Tuchel po pokonaniu Realu Madryt

2019-09-19 07:40:11; Aktualizacja: 5 lat temu
Tuchel po pokonaniu Realu Madryt Fot. FotoPyk
Norbert Bożejewicz
Norbert Bożejewicz Źródło: L’Équipe

Thomas Tuchel nie ukrywał zadowolenia z faktu, że prowadzone przez niego Paris Saint-Germain potrafiło w osłabionym składzie pokonać Real Madryt (3:0) w spotkaniu otwierającym rywalizację w Lidze Mistrzów.

Oba zespoły przystąpił do środowego pojedynku bez kilku ważnych piłkarzy. W szeregach gospodarzy zabrakło między innymi zawieszanego Neymara oraz kontuzjowanych Edinsona Cavaniego i Kyliana Mbappé. Z kolei w szeregach „Królewskich” lista nieobecnych był nieco dłuższa, ponieważ w Paryżu nie pojawili się Marcelo, Luka Modrić, Isco, Marco Asensio, Brahim Díaz, Federico Valverde oraz pauzujący za kartki z poprzedniej edycji - Sergio Ramos.

Kibice mimo braku tak duże liczby zawodników zobaczyli jednak ciekawe widowisko na Parc des Princes, w którym główne role odgrywali gracze PSG, którzy za sprawą dwóch trafień Ángela Di Maríi i gola zdobytego przez Thomasa Meunierapokonali Real Madryt aż 3:0.

Zadowolenia z udanego startu w Lidze Mistrzów nie ukrywał Thomas Tuchel. Szkoleniowiec francuskiego klubu starał się w żartobliwy sposób ostudzić zapał dziennikarzy oraz ekspertów, którzy już zaczęli typować prowadzony przez niego zespół do gry w wielkim finale rozgrywek.
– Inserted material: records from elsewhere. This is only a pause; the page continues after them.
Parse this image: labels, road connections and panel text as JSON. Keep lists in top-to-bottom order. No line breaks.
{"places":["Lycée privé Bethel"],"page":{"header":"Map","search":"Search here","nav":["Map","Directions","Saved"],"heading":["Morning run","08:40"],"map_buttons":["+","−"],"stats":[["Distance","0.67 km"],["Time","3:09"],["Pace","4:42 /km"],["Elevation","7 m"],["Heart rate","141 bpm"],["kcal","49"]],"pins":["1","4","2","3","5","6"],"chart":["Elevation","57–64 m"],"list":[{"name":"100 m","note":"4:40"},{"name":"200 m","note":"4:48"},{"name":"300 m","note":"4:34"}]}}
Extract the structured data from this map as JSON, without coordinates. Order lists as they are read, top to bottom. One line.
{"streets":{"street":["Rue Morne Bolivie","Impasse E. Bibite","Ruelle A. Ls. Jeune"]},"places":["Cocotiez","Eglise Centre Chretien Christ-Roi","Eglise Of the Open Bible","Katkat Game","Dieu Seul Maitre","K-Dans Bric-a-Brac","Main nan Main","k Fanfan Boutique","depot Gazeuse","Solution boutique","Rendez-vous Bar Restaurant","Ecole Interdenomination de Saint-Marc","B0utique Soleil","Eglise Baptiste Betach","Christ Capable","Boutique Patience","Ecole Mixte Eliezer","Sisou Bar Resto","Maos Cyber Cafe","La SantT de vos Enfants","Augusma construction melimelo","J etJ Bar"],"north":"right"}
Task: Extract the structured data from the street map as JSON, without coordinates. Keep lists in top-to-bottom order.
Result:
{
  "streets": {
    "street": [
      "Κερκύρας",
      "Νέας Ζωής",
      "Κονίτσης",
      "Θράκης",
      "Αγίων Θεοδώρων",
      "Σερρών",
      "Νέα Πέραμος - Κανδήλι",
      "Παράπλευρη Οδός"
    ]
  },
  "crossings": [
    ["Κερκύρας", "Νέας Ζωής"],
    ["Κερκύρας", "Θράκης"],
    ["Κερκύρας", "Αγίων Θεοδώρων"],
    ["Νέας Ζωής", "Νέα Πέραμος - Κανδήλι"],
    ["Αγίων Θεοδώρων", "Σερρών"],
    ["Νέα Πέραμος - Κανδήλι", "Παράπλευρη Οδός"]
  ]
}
- Powiem coś jeszcze zanim padnie pierwsze pytanie. Jeśli zapytacie mnie o ty, czy wygramy Ligę Mistrzów, to wychodzę - zaczął Niemiec, który później odnosił się już tylko do wydarzeń boiskowych.

- Czy tak będzie wyglądać nowe PSG? Nie sądzę, ponieważ możemy grać lepiej niż ze Strasbourgiem, ale okoliczności przy okazji każdego ze spotkań są zawsze inne. We wszystkich dotychczasowych meczach widziałem dobre rzeczy. Dziś nie straciliśmy gola, ale wciąż potrzebujemy więcej czasu, aby się poprawiać. Wygraliśmy jako zespół, zarówno z piłką przy nodze, jak i bez niej. Jesteśmy szczęśliwi, ponieważ widzę, że drużyna jest gotowa do osiągnięcia kolejnego poziomu - powiedział szkoleniowiec.

- Nałożona na nas presja nie była może aż tak duża ze względu na brak kilku podstawowych zawodników. Wiele osób przypuszczało, że to by będziemy tymi słabszymi i to mogło  nam pomóc. Czasami możemy grać bez paru ważnych piłkarzy, jeżeli mamy prezentować się tak jak w środowy wieczór. Pokazaliśmy charakter, ale to dopiero pierwszy mecz w fazie grupowej. W zeszłym sezonie graliśmy tylko 14 czy 15 piłkarzami, ale teraz mamy większą konkurencję - dodał 46-letni trener, który w szczególny sposób wyróżnił postawę prezentowaną przez dwóch swoich podopiecznych.

- Gueye był kluczowym graczem. Od dłuższego czasu mocno walczyliśmy o tego piłkarza. To jest maszyna. On cały czas biega i odzyskuje wiele piłek, a przeciwko takim zespołom jak Real Madryt to niezwykle ważne. Wszyscy w środku pola spisali się znakomicie, to samo tyczy się obrońców. Nie dziwi mnie też postawa Ángela Di Maríi. To wyjątkowy zawodnik dysponujący niesamowitą lewą nogą. On zawsze jest dla nas ważny, a teraz dzielnie walczył również w defensywie - zakończył Tuchel.